AG1®, a Novel Synbiotic, Demonstrates Superior Mineral Bioaccessibility and Bioavailability Compared to a Tablet Multivitamin and Mineral Supplement Using an In Vitro Model of the Upper Gastrointestinal Tract

Abstract

While traditional multivitamin and mineral (MVM) supplements generally come in tablet form, new powder forms of MVM supplements are available with theoretically higher bioavailability relative to tablet MVM supplements. The purpose of this study was to assess the bioaccessibility and bioavailability of minerals (magnesium (Mg), zinc (Zn), calcium (Ca), and potassium (K)) in a tablet MVM supplement compared to a novel powder Foundational Nutrition supplement (AG1®), containing minerals, vitamins, phytochemicals, and pre-/probiotics, in the upper gastrointestinal tract. The tablet MVM supplement was specifically formulated for this study, with matched mineral contents and identical chemical structures. The adapted Simulator of the Human Intestinal Microbial Ecosystem (SHIME®) model was used to assess the bioaccessibility and bioavailability of soluble minerals using a simulated upper gastrointestinal tract and dialysis membrane to mimic human digestion and absorption. The bioaccessibility was assessed at the end of the stomach and duodenum. The bioaccessibility and bioavailability were assessed at 1, 2, and 3 h following dialysis.

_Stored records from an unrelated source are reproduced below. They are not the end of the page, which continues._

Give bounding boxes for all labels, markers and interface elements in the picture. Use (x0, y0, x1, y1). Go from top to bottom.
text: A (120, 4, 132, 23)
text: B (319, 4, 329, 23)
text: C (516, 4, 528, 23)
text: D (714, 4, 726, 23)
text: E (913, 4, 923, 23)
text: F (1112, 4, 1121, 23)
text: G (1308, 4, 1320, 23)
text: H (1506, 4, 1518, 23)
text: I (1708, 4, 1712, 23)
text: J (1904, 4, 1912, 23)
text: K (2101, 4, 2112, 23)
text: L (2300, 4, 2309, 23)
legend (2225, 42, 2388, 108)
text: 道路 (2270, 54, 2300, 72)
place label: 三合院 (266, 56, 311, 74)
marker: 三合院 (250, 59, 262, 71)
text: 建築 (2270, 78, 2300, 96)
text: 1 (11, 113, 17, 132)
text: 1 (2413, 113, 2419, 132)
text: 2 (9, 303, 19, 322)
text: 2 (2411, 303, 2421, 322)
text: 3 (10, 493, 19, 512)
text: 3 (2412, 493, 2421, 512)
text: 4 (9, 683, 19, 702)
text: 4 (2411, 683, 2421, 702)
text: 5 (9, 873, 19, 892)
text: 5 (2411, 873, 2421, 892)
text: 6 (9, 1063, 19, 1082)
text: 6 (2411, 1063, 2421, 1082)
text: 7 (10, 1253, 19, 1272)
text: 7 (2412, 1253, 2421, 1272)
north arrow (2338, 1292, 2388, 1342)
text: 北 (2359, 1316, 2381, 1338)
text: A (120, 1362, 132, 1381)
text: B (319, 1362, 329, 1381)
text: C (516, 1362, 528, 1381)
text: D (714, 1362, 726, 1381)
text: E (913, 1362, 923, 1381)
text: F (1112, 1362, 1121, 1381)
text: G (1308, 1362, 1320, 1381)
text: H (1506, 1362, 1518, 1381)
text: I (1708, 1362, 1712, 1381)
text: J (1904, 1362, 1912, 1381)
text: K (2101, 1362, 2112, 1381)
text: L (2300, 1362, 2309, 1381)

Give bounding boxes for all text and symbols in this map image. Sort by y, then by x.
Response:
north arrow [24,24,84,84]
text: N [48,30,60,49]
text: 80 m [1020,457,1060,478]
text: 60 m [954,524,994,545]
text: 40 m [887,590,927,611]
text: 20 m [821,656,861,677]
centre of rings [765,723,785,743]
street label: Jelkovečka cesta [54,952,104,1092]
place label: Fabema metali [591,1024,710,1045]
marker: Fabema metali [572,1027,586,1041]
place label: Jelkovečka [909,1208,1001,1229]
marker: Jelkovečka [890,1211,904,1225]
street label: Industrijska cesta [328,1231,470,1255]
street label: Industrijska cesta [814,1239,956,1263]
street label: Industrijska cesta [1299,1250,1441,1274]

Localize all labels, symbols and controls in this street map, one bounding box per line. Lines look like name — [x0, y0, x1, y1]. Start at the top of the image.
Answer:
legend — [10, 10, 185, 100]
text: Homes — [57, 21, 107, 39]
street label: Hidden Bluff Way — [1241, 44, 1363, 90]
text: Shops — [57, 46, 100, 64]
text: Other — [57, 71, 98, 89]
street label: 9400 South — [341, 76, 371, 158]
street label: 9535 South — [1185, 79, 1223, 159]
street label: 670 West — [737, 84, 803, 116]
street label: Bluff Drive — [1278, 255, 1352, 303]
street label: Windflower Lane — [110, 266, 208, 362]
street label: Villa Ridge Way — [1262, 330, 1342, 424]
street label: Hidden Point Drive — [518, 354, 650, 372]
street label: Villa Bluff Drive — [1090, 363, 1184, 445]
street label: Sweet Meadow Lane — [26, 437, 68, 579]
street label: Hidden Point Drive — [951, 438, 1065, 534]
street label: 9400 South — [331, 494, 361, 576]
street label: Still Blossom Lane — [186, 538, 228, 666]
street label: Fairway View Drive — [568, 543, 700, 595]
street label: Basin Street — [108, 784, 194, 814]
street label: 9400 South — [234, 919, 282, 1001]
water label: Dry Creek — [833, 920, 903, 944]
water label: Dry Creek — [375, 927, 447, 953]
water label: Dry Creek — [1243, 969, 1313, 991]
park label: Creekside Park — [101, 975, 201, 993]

The preliminary soluble mineral analysis of the tablet (crushed to a powder) and AG1 powder demonstrated significantly higher (p < 0.05) soluble fractions of Zn and Ca, but lower Mg in the AG1 powder vs. the tablet. The total soluble mineral percentages at the stomach and duodenum end were all significantly higher for the AG1 powder vs. the tablet (p < 0.05). Mg, Ca, and Zn were more (p < 0.05) bioaccessible and bioavailable in the powder compared to the tablet during the small intestine simulation. The bioaccessible fraction of K was higher (p < 0.05) only at 3 h for the tablet vs. the powder. These preclinical data demonstrate that the AG1 powder has superior dissolution and disintegration characteristics compared to the tablet, leading to increased bioaccessibility and bioavailability in vitro.